● SOURCE RECORDS

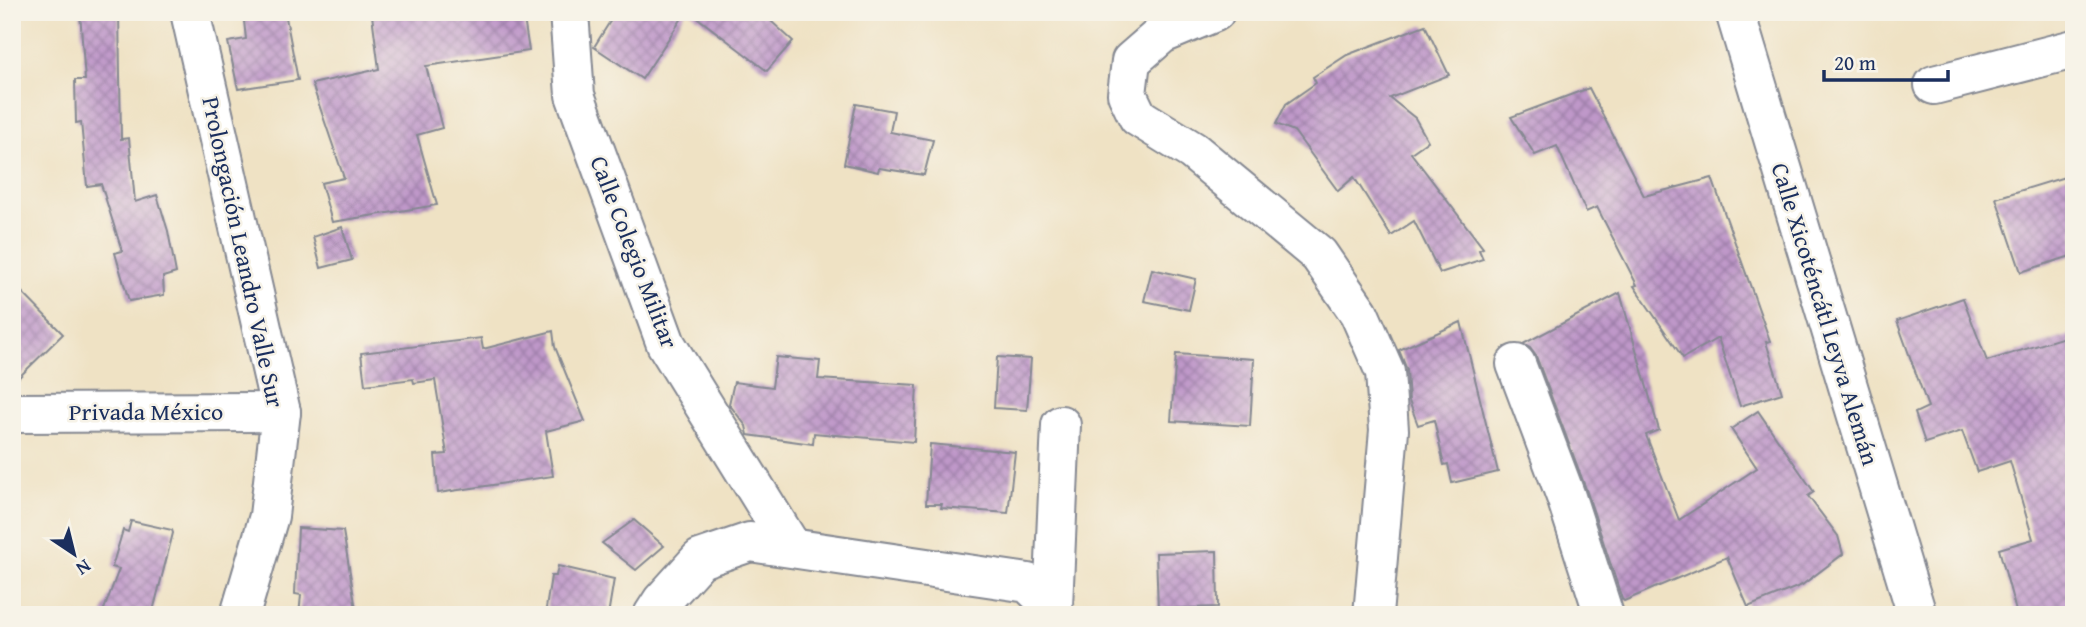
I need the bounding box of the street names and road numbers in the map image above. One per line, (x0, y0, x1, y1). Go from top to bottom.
street label: Prolongación Leandro Valle Sur (193, 93, 294, 411)
street label: Calle Colegio Militar (582, 151, 687, 353)
street label: Calle Xicoténcátl Leyva Alemán (1763, 158, 1888, 470)
street label: Privada México (69, 394, 223, 429)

● DESCRIPTION OF THE TASK
Where the data includes pictures, leave them out and write out everything else exactly.

● ANSWER
I need the bounding box of the street names and road numbers in the map image above. One per line, (x0, y0, x1, y1). Go from top to bottom.
street label: Prolongación Leandro Valle Sur (193, 93, 294, 411)
street label: Calle Colegio Militar (582, 151, 687, 353)
street label: Calle Xicoténcátl Leyva Alemán (1763, 158, 1888, 470)
street label: Privada México (69, 394, 223, 429)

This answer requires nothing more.